=== Exercise aim ===
Nothing but the lines from the start of the records below through the line that has "height:8px; margin:-4px; padding:0" should appear, each exactly as given.

=== Provided data ===

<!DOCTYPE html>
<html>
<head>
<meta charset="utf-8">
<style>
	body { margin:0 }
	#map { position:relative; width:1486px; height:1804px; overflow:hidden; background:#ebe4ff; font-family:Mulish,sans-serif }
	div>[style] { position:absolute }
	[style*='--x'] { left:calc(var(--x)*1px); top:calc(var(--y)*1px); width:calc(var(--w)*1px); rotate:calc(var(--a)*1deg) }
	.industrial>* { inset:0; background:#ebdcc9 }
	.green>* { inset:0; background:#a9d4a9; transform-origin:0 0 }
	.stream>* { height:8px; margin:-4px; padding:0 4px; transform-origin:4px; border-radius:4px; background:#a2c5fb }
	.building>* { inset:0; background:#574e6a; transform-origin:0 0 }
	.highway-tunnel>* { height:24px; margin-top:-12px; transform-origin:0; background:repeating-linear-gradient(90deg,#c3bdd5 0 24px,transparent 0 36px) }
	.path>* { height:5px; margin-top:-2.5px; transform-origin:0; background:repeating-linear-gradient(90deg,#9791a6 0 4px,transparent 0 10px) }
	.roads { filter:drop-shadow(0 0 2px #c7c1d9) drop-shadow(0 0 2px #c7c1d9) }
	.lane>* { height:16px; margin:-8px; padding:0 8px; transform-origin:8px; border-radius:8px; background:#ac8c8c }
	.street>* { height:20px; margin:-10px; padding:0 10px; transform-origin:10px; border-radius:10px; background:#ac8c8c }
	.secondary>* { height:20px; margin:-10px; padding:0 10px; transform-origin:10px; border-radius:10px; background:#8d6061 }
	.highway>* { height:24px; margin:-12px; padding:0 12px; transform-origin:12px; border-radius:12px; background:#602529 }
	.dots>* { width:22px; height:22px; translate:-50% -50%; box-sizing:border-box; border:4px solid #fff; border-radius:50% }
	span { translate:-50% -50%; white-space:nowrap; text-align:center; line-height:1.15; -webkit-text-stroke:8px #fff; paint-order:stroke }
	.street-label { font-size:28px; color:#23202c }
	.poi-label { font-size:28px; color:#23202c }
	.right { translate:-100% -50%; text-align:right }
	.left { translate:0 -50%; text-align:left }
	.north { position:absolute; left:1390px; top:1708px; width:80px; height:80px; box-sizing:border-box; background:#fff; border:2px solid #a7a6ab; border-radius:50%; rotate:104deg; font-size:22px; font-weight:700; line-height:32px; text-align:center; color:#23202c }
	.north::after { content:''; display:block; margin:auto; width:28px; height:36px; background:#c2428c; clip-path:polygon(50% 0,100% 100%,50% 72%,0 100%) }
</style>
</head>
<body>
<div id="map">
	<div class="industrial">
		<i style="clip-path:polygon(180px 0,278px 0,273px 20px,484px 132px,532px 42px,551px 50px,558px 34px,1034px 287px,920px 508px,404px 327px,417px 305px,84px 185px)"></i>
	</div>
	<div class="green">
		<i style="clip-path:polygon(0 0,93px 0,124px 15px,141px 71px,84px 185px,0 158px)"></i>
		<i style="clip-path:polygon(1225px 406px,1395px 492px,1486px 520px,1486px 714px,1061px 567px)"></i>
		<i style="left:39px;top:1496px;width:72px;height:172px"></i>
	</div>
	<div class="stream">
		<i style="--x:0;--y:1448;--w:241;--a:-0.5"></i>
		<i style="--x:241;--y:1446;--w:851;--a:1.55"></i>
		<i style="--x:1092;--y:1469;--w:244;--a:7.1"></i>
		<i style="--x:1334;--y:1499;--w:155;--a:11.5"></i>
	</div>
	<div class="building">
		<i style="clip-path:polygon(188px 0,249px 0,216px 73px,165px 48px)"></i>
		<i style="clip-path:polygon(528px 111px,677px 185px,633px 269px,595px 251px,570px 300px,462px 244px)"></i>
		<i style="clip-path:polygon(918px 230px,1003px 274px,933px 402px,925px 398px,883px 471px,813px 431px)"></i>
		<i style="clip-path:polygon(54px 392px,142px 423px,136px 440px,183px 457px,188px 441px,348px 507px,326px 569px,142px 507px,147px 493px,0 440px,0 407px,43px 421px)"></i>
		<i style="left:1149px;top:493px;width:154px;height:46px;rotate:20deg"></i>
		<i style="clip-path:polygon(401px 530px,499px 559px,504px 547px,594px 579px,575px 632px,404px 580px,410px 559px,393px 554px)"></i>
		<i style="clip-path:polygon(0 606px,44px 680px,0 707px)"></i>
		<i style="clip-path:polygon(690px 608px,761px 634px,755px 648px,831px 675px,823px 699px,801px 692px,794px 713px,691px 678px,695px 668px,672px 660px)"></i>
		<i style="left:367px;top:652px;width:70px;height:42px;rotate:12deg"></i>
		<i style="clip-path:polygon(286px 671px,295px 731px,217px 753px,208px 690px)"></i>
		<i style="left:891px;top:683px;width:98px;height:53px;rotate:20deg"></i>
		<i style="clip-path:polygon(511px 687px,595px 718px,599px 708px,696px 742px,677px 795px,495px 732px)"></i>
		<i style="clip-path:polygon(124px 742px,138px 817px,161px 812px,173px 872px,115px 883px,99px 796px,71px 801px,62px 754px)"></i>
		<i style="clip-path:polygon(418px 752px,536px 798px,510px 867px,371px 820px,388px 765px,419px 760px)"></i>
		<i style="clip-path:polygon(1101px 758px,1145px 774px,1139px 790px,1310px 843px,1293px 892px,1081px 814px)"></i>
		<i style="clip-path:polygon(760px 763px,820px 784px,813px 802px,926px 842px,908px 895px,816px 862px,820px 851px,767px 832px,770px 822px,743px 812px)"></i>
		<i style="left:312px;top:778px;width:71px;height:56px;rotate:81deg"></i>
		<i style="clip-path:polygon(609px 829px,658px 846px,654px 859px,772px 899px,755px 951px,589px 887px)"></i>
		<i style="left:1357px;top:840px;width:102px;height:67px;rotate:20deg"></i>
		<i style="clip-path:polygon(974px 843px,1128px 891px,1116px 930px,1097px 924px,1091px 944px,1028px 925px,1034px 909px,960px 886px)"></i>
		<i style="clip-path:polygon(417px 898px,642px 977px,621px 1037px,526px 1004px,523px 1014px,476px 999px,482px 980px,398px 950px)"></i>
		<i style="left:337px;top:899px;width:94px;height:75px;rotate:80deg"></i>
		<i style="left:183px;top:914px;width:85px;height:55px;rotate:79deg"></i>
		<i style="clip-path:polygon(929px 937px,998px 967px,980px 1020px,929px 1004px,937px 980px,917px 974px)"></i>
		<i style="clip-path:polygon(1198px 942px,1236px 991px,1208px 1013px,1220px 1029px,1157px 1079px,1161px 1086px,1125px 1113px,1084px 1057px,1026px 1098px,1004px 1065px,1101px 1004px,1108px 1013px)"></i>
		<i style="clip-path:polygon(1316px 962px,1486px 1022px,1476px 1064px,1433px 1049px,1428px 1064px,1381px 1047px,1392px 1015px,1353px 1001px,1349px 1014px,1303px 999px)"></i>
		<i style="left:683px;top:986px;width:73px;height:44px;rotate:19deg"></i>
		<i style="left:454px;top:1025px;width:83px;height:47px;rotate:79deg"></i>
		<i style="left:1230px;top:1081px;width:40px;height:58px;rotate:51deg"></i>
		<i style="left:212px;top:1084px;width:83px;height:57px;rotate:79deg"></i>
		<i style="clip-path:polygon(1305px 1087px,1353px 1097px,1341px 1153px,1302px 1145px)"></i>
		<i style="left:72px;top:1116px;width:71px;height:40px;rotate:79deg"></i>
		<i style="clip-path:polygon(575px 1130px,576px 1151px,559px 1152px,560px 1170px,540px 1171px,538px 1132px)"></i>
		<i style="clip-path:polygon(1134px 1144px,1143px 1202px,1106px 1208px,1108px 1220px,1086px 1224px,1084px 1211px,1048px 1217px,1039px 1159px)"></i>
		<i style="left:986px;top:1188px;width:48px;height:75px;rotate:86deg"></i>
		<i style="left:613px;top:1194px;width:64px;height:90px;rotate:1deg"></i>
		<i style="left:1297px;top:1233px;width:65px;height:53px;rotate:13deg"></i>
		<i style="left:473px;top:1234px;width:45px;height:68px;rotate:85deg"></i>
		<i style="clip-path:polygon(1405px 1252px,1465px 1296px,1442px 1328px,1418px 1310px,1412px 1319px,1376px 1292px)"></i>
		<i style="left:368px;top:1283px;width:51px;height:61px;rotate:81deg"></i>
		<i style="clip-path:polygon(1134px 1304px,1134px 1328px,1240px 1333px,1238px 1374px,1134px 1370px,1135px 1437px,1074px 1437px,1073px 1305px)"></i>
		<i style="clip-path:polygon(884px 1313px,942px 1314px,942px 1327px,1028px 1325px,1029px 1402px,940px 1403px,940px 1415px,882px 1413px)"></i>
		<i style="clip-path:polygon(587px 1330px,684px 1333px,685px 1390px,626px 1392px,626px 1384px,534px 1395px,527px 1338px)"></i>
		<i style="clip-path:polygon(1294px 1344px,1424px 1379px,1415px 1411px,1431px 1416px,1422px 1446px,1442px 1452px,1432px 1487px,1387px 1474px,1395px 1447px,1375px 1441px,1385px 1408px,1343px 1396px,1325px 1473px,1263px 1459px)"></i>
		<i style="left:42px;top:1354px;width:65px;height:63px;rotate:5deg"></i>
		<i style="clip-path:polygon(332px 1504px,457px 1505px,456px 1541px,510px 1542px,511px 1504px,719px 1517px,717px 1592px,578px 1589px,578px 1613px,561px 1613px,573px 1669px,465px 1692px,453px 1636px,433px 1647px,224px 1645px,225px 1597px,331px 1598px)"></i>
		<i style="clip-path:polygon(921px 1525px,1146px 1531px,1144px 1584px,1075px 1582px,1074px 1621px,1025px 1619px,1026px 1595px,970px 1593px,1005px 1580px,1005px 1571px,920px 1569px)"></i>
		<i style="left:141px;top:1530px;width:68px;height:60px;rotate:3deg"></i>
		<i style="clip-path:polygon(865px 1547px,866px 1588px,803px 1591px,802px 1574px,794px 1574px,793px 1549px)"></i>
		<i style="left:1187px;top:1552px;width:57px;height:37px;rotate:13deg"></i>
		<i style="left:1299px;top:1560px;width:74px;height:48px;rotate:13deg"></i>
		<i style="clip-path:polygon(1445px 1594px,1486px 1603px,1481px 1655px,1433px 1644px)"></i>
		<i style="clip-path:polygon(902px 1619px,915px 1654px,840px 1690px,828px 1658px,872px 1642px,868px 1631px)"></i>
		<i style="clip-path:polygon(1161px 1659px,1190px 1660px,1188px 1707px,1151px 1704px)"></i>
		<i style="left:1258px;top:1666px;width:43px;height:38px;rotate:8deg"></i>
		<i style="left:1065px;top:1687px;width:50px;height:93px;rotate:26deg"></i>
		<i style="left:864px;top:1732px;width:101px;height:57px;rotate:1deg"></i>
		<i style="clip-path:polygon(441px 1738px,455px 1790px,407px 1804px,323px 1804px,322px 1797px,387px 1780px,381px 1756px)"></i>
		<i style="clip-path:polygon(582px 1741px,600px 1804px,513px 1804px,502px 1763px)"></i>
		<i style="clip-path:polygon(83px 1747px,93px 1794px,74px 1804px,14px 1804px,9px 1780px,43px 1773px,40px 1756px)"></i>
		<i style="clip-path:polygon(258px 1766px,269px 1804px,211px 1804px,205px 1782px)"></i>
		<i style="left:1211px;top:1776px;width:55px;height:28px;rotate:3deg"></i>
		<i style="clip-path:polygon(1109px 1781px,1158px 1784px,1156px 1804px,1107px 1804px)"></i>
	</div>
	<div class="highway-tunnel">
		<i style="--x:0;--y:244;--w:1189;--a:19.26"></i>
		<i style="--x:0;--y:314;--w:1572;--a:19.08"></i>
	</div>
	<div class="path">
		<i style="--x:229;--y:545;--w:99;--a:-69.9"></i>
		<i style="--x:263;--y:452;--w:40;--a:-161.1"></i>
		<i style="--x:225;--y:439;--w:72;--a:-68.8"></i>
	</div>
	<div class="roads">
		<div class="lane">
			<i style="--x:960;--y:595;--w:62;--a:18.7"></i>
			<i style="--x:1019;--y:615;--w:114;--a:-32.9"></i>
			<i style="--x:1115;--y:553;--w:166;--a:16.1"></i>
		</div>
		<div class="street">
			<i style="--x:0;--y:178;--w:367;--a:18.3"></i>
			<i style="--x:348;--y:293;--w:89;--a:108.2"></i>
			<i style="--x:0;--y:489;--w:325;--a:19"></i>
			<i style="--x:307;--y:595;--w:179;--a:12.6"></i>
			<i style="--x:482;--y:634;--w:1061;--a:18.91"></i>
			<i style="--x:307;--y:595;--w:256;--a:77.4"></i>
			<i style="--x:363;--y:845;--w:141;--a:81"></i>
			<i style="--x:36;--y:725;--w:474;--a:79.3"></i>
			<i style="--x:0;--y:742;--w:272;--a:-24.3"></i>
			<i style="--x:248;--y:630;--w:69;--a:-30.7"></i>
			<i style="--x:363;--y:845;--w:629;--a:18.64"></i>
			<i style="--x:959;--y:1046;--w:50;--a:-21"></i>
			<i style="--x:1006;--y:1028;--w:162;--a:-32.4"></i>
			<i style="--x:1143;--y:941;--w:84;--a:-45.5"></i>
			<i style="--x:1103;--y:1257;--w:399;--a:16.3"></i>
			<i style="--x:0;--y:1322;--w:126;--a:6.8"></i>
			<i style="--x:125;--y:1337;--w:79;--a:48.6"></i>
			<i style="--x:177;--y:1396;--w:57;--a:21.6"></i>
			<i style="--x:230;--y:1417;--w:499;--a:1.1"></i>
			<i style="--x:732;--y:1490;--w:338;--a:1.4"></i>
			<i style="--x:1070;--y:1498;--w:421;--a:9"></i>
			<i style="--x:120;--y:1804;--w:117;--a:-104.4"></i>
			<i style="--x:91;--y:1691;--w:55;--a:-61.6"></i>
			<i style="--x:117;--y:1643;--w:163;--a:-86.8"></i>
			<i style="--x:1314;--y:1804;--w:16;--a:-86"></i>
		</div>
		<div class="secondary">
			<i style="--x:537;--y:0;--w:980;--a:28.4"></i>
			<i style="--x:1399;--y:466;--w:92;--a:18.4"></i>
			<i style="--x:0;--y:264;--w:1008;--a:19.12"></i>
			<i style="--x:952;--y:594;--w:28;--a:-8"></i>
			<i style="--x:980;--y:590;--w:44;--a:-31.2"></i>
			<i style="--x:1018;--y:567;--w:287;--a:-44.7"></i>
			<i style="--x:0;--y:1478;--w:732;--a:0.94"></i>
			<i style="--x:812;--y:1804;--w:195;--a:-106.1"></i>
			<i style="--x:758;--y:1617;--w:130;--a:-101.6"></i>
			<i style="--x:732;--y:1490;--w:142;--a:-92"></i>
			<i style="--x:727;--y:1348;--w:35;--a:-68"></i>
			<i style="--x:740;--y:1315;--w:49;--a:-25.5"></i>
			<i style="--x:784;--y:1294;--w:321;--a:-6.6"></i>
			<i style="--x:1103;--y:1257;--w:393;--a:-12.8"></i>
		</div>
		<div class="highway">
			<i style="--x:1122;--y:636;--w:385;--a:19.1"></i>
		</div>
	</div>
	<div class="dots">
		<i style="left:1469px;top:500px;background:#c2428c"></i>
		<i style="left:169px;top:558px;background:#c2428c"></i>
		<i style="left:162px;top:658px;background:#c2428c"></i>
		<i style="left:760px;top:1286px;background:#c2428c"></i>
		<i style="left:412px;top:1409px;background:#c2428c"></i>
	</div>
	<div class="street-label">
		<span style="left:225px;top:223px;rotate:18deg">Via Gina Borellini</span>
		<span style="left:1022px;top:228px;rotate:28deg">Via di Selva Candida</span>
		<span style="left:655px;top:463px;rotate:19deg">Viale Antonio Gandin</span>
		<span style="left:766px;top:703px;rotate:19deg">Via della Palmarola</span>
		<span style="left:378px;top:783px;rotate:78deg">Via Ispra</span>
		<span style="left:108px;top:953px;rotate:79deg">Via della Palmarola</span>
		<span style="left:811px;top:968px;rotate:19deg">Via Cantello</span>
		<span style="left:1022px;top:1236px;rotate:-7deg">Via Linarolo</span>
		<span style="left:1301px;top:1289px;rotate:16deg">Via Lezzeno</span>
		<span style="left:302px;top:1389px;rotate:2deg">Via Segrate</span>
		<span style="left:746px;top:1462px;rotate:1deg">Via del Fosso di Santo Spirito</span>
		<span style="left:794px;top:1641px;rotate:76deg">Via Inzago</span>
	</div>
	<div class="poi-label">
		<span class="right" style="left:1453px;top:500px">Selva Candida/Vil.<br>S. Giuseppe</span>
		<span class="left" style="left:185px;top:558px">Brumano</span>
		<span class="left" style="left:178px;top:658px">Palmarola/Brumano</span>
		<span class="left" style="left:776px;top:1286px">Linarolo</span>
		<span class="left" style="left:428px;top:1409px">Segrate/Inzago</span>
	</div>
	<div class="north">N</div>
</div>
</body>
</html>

=== Written reply ===
<!DOCTYPE html>
<html>
<head>
<meta charset="utf-8">
<style>
	body { margin:0 }
	#map { position:relative; width:1486px; height:1804px; overflow:hidden; background:#ebe4ff; font-family:Mulish,sans-serif }
	div>[style] { position:absolute }
	[style*='--x'] { left:calc(var(--x)*1px); top:calc(var(--y)*1px); width:calc(var(--w)*1px); rotate:calc(var(--a)*1deg) }
	.industrial>* { inset:0; background:#ebdcc9 }
	.green>* { inset:0; background:#a9d4a9; transform-origin:0 0 }
	.stream>* { height:8px; margin:-4px; padding:0 4px; transform-origin:4px; border-radius:4px; background:#a2c5fb }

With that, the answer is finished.